Stored items
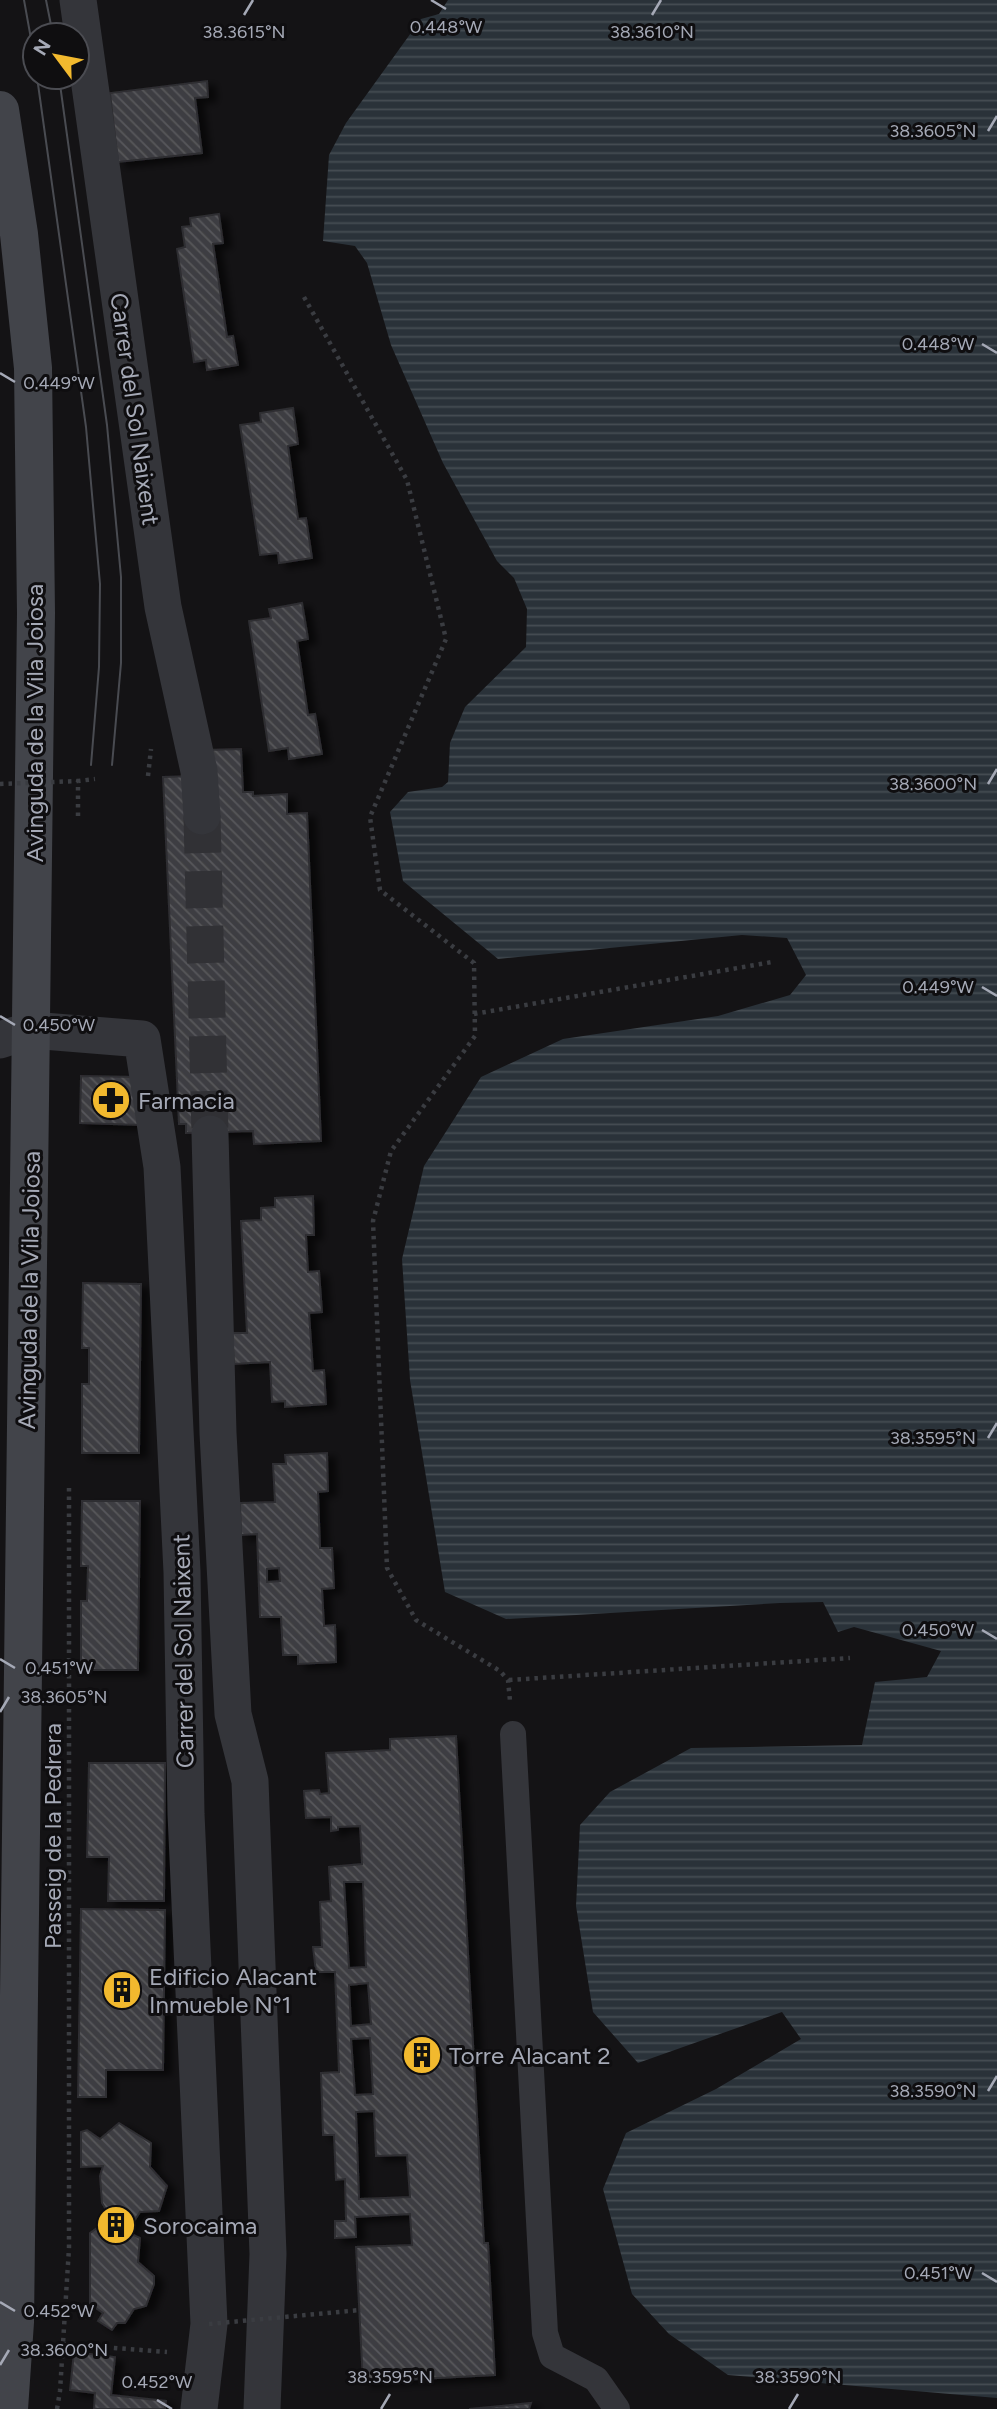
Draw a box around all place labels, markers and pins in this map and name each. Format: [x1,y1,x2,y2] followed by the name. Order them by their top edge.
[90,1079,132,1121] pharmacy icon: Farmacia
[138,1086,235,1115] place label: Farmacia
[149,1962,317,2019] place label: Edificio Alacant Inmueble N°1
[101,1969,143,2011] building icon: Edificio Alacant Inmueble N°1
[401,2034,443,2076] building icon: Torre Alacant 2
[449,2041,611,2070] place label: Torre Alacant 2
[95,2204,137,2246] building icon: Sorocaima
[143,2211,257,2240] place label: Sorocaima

[Your objective]: Return all the records exactly. Skip the pictures.

[Completed task]:
Draw a box around all place labels, markers and pins in this map and name each. Format: [x1,y1,x2,y2] followed by the name. Order them by their top edge.
[90,1079,132,1121] pharmacy icon: Farmacia
[138,1086,235,1115] place label: Farmacia
[149,1962,317,2019] place label: Edificio Alacant Inmueble N°1
[101,1969,143,2011] building icon: Edificio Alacant Inmueble N°1
[401,2034,443,2076] building icon: Torre Alacant 2
[449,2041,611,2070] place label: Torre Alacant 2
[95,2204,137,2246] building icon: Sorocaima
[143,2211,257,2240] place label: Sorocaima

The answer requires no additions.